* DATASET RECORDS *
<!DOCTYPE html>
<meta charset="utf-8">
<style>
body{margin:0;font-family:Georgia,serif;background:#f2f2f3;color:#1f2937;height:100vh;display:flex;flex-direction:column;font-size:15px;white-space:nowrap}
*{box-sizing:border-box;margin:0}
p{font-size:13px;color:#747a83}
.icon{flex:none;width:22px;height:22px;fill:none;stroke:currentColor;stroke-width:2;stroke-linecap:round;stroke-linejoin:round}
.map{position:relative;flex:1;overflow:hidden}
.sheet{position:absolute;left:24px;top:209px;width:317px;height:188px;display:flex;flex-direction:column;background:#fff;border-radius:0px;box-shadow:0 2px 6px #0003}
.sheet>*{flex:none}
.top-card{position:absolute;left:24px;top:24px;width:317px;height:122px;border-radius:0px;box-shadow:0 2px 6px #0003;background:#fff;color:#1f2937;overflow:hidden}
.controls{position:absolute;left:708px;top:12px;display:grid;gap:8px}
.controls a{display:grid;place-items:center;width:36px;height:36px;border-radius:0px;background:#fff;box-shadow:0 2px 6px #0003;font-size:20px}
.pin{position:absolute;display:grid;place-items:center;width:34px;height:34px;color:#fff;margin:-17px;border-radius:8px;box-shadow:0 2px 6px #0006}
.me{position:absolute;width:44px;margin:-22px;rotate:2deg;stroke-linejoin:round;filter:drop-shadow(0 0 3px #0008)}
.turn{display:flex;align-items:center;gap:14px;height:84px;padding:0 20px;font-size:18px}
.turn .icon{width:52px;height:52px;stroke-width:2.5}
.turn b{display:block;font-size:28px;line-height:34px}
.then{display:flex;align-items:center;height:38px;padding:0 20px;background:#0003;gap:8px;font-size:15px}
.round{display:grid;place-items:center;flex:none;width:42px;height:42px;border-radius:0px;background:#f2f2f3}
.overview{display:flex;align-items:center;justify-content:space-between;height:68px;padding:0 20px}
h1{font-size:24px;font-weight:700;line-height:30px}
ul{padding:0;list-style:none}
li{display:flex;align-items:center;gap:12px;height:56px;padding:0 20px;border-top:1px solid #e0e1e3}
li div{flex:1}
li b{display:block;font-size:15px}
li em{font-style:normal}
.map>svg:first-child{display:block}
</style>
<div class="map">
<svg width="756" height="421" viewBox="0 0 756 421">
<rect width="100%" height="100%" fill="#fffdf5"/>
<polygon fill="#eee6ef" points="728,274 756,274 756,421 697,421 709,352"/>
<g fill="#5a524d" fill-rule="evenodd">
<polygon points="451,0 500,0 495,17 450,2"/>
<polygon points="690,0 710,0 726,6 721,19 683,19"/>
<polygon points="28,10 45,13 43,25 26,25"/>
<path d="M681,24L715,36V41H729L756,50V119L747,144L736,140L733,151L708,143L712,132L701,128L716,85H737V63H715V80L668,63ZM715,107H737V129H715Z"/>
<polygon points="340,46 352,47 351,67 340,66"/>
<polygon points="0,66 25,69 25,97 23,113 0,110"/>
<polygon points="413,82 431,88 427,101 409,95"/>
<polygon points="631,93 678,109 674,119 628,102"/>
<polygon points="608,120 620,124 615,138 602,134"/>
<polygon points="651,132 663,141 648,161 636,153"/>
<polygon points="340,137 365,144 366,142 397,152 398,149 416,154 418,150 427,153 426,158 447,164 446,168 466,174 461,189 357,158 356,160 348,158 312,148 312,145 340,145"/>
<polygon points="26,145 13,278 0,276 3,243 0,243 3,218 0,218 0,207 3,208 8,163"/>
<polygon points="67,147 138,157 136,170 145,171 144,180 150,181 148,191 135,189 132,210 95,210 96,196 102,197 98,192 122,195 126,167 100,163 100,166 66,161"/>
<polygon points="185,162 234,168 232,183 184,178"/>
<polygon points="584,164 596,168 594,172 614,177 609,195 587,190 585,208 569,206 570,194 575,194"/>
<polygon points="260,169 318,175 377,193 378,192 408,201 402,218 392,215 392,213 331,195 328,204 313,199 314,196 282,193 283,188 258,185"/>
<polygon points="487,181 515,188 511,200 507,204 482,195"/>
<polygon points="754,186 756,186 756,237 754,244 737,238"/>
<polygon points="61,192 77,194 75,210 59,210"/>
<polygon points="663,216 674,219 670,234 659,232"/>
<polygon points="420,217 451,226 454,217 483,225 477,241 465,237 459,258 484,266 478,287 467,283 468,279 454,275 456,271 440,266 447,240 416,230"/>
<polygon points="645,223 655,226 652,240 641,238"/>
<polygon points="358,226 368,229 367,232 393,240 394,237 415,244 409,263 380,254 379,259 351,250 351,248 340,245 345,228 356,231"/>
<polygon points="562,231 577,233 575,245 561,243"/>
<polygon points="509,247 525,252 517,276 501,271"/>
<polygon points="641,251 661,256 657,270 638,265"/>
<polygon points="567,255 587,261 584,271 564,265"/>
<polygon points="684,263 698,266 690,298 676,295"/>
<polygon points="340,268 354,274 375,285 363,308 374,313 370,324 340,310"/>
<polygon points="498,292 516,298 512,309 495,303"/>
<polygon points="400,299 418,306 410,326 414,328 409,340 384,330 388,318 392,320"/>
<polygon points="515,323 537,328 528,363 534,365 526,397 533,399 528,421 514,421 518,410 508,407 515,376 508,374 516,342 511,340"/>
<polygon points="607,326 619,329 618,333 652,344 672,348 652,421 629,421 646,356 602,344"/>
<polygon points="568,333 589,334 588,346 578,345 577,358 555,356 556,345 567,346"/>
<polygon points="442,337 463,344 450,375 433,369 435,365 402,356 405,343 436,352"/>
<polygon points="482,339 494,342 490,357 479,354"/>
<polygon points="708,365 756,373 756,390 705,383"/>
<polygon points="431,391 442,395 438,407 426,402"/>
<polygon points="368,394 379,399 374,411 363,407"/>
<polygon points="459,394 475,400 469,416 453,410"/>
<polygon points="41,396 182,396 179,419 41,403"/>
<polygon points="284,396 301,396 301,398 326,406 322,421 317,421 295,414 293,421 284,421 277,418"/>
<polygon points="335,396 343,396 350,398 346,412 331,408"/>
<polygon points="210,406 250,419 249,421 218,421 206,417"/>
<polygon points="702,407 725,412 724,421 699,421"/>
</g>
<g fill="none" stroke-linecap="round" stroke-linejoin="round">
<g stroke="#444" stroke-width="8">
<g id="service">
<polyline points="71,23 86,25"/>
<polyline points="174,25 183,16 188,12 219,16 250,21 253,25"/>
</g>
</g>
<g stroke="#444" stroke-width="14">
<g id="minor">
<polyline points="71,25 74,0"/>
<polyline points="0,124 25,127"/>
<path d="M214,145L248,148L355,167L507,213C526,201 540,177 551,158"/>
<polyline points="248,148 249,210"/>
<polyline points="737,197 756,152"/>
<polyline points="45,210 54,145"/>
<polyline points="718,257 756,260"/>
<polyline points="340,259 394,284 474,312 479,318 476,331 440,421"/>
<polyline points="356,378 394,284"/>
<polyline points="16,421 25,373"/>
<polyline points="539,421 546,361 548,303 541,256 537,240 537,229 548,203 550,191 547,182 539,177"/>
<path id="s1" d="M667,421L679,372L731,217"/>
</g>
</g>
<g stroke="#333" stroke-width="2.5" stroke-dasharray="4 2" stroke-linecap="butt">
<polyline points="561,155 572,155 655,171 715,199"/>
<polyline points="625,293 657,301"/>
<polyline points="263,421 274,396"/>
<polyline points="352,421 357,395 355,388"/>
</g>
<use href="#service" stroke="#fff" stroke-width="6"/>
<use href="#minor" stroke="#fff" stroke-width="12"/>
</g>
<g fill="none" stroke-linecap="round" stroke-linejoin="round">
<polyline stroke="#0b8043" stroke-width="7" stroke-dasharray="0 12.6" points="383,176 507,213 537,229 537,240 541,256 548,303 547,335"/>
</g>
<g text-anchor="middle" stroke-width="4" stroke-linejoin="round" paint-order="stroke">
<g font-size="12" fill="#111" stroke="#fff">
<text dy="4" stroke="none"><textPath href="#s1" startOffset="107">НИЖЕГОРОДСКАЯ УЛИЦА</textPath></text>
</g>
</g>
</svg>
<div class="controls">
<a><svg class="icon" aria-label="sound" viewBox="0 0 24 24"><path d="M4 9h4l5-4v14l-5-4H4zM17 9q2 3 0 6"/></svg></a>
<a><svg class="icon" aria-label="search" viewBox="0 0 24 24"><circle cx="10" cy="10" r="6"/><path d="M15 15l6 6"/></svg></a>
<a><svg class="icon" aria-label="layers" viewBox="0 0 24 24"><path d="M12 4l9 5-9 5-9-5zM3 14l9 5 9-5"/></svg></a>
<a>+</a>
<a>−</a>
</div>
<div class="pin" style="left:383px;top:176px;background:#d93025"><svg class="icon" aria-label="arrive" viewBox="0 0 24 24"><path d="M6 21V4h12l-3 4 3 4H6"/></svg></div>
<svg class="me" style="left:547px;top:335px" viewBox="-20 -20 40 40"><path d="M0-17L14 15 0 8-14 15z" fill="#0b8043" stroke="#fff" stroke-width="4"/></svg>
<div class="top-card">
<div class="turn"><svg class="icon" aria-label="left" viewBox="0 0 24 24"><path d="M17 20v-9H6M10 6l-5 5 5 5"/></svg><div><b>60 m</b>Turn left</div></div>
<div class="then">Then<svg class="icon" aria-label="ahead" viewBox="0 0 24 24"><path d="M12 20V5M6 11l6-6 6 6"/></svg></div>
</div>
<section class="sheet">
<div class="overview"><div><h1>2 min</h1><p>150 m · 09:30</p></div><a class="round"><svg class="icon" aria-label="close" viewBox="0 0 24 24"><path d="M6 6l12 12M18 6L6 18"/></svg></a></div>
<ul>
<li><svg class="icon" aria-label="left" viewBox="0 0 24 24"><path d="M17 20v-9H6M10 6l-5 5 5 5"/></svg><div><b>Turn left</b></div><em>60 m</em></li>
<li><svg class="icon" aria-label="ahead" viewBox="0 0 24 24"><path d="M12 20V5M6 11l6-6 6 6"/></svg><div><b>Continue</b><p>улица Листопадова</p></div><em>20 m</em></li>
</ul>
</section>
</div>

* WHAT YOU SHOULD DO *
Of the lines in the data, report each one containing the string "overflow".

* ANSWER SECTION *
.map{position:relative;flex:1;overflow:hidden}
.top-card{position:absolute;left:24px;top:24px;width:317px;height:122px;border-radius:0px;box-shadow:0 2px 6px #0003;background:#fff;color:#1f2937;overflow:hidden}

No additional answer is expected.